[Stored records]
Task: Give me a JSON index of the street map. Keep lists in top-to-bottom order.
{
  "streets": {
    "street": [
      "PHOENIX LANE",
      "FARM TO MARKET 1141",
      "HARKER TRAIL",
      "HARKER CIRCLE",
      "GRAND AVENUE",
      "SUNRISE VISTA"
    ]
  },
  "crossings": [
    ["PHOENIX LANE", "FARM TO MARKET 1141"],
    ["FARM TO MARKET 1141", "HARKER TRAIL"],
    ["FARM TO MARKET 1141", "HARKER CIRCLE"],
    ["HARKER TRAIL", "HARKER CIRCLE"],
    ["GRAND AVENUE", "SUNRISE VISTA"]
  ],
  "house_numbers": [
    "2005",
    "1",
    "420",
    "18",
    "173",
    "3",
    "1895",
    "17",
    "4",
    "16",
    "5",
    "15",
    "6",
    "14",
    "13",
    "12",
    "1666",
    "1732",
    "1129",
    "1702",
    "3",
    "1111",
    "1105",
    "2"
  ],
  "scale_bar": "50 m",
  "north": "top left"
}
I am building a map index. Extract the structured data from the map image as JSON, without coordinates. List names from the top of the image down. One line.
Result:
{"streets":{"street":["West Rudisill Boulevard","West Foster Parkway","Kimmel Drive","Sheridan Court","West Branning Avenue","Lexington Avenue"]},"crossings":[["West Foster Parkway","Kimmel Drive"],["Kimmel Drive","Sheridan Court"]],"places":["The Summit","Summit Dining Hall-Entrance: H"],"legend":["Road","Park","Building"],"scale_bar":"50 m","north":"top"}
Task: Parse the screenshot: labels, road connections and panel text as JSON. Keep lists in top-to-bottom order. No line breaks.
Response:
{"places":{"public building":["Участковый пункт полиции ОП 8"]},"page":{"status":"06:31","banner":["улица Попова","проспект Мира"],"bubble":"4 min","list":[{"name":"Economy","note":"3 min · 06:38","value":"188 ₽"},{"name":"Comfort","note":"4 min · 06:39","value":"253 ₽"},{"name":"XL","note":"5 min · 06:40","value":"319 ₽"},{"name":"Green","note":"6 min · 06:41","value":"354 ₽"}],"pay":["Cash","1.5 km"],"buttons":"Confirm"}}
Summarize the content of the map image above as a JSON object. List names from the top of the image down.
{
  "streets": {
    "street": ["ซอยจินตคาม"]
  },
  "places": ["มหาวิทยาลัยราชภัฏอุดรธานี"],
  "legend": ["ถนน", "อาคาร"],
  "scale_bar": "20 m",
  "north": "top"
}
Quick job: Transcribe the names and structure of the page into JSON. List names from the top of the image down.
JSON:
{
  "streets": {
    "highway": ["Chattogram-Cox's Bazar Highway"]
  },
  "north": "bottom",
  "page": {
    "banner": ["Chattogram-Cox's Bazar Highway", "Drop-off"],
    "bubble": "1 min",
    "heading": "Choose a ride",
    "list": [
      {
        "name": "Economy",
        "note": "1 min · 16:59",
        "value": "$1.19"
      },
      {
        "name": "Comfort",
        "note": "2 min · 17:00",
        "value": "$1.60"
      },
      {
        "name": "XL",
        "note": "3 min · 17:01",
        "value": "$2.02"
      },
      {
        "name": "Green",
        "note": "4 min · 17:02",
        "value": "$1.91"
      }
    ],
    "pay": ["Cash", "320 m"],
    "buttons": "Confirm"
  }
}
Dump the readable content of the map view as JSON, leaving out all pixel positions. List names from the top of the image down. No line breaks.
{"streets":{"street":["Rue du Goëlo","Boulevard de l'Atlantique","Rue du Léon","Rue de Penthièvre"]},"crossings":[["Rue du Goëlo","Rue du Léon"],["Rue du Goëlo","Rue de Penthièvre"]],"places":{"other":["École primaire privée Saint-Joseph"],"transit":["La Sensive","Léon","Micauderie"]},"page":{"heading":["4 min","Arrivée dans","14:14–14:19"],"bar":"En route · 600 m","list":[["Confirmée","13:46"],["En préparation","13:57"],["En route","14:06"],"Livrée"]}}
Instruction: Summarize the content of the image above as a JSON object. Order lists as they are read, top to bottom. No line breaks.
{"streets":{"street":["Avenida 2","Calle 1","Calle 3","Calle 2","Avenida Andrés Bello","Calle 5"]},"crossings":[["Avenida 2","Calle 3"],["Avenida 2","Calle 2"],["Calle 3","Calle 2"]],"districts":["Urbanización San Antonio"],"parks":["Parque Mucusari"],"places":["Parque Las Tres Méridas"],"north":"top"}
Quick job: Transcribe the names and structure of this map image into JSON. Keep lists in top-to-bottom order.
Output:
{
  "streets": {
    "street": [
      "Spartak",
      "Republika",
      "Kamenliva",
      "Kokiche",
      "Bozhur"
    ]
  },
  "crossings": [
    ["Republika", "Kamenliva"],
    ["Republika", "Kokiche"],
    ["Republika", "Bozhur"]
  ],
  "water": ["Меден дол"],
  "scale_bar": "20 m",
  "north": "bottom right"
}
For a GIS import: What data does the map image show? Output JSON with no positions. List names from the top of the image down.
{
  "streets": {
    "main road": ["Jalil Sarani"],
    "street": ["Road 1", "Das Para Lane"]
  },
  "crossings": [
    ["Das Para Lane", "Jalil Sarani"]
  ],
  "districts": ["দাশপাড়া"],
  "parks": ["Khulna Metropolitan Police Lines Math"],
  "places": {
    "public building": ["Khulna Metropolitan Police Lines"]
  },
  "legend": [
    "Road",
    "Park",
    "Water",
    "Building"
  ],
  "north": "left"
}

◆ ACTION ITEM ◆
Please set down all of the records exactly.

◆ OUTPUT FOR THIS TASK ◆
Task: Give me a JSON index of the street map. Keep lists in top-to-bottom order.
{
  "streets": {
    "street": [
      "PHOENIX LANE",
      "FARM TO MARKET 1141",
      "HARKER TRAIL",
      "HARKER CIRCLE",
      "GRAND AVENUE",
      "SUNRISE VISTA"
    ]
  },
  "crossings": [
    ["PHOENIX LANE", "FARM TO MARKET 1141"],
    ["FARM TO MARKET 1141", "HARKER TRAIL"],
    ["FARM TO MARKET 1141", "HARKER CIRCLE"],
    ["HARKER TRAIL", "HARKER CIRCLE"],
    ["GRAND AVENUE", "SUNRISE VISTA"]
  ],
  "house_numbers": [
    "2005",
    "1",
    "420",
    "18",
    "173",
    "3",
    "1895",
    "17",
    "4",
    "16",
    "5",
    "15",
    "6",
    "14",
    "13",
    "12",
    "1666",
    "1732",
    "1129",
    "1702",
    "3",
    "1111",
    "1105",
    "2"
  ],
  "scale_bar": "50 m",
  "north": "top left"
}
I am building a map index. Extract the structured data from the map image as JSON, without coordinates. List names from the top of the image down. One line.
Result:
{"streets":{"street":["West Rudisill Boulevard","West Foster Parkway","Kimmel Drive","Sheridan Court","West Branning Avenue","Lexington Avenue"]},"crossings":[["West Foster Parkway","Kimmel Drive"],["Kimmel Drive","Sheridan Court"]],"places":["The Summit","Summit Dining Hall-Entrance: H"],"legend":["Road","Park","Building"],"scale_bar":"50 m","north":"top"}
Task: Parse the screenshot: labels, road connections and panel text as JSON. Keep lists in top-to-bottom order. No line breaks.
Response:
{"places":{"public building":["Участковый пункт полиции ОП 8"]},"page":{"status":"06:31","banner":["улица Попова","проспект Мира"],"bubble":"4 min","list":[{"name":"Economy","note":"3 min · 06:38","value":"188 ₽"},{"name":"Comfort","note":"4 min · 06:39","value":"253 ₽"},{"name":"XL","note":"5 min · 06:40","value":"319 ₽"},{"name":"Green","note":"6 min · 06:41","value":"354 ₽"}],"pay":["Cash","1.5 km"],"buttons":"Confirm"}}
Summarize the content of the map image above as a JSON object. List names from the top of the image down.
{
  "streets": {
    "street": ["ซอยจินตคาม"]
  },
  "places": ["มหาวิทยาลัยราชภัฏอุดรธานี"],
  "legend": ["ถนน", "อาคาร"],
  "scale_bar": "20 m",
  "north": "top"
}
Quick job: Transcribe the names and structure of the page into JSON. List names from the top of the image down.
JSON:
{
  "streets": {
    "highway": ["Chattogram-Cox's Bazar Highway"]
  },
  "north": "bottom",
  "page": {
    "banner": ["Chattogram-Cox's Bazar Highway", "Drop-off"],
    "bubble": "1 min",
    "heading": "Choose a ride",
    "list": [
      {
        "name": "Economy",
        "note": "1 min · 16:59",
        "value": "$1.19"
      },
      {
        "name": "Comfort",
        "note": "2 min · 17:00",
        "value": "$1.60"
      },
      {
        "name": "XL",
        "note": "3 min · 17:01",
        "value": "$2.02"
      },
      {
        "name": "Green",
        "note": "4 min · 17:02",
        "value": "$1.91"
      }
    ],
    "pay": ["Cash", "320 m"],
    "buttons": "Confirm"
  }
}
Dump the readable content of the map view as JSON, leaving out all pixel positions. List names from the top of the image down. No line breaks.
{"streets":{"street":["Rue du Goëlo","Boulevard de l'Atlantique","Rue du Léon","Rue de Penthièvre"]},"crossings":[["Rue du Goëlo","Rue du Léon"],["Rue du Goëlo","Rue de Penthièvre"]],"places":{"other":["École primaire privée Saint-Joseph"],"transit":["La Sensive","Léon","Micauderie"]},"page":{"heading":["4 min","Arrivée dans","14:14–14:19"],"bar":"En route · 600 m","list":[["Confirmée","13:46"],["En préparation","13:57"],["En route","14:06"],"Livrée"]}}
Instruction: Summarize the content of the image above as a JSON object. Order lists as they are read, top to bottom. No line breaks.
{"streets":{"street":["Avenida 2","Calle 1","Calle 3","Calle 2","Avenida Andrés Bello","Calle 5"]},"crossings":[["Avenida 2","Calle 3"],["Avenida 2","Calle 2"],["Calle 3","Calle 2"]],"districts":["Urbanización San Antonio"],"parks":["Parque Mucusari"],"places":["Parque Las Tres Méridas"],"north":"top"}
Quick job: Transcribe the names and structure of this map image into JSON. Keep lists in top-to-bottom order.
Output:
{
  "streets": {
    "street": [
      "Spartak",
      "Republika",
      "Kamenliva",
      "Kokiche",
      "Bozhur"
    ]
  },
  "crossings": [
    ["Republika", "Kamenliva"],
    ["Republika", "Kokiche"],
    ["Republika", "Bozhur"]
  ],
  "water": ["Меден дол"],
  "scale_bar": "20 m",
  "north": "bottom right"
}
For a GIS import: What data does the map image show? Output JSON with no positions. List names from the top of the image down.
{
  "streets": {
    "main road": ["Jalil Sarani"],
    "street": ["Road 1", "Das Para Lane"]
  },
  "crossings": [
    ["Das Para Lane", "Jalil Sarani"]
  ],
  "districts": ["দাশপাড়া"],
  "parks": ["Khulna Metropolitan Police Lines Math"],
  "places": {
    "public building": ["Khulna Metropolitan Police Lines"]
  },
  "legend": [
    "Road",
    "Park",
    "Water",
    "Building"
  ],
  "north": "left"
}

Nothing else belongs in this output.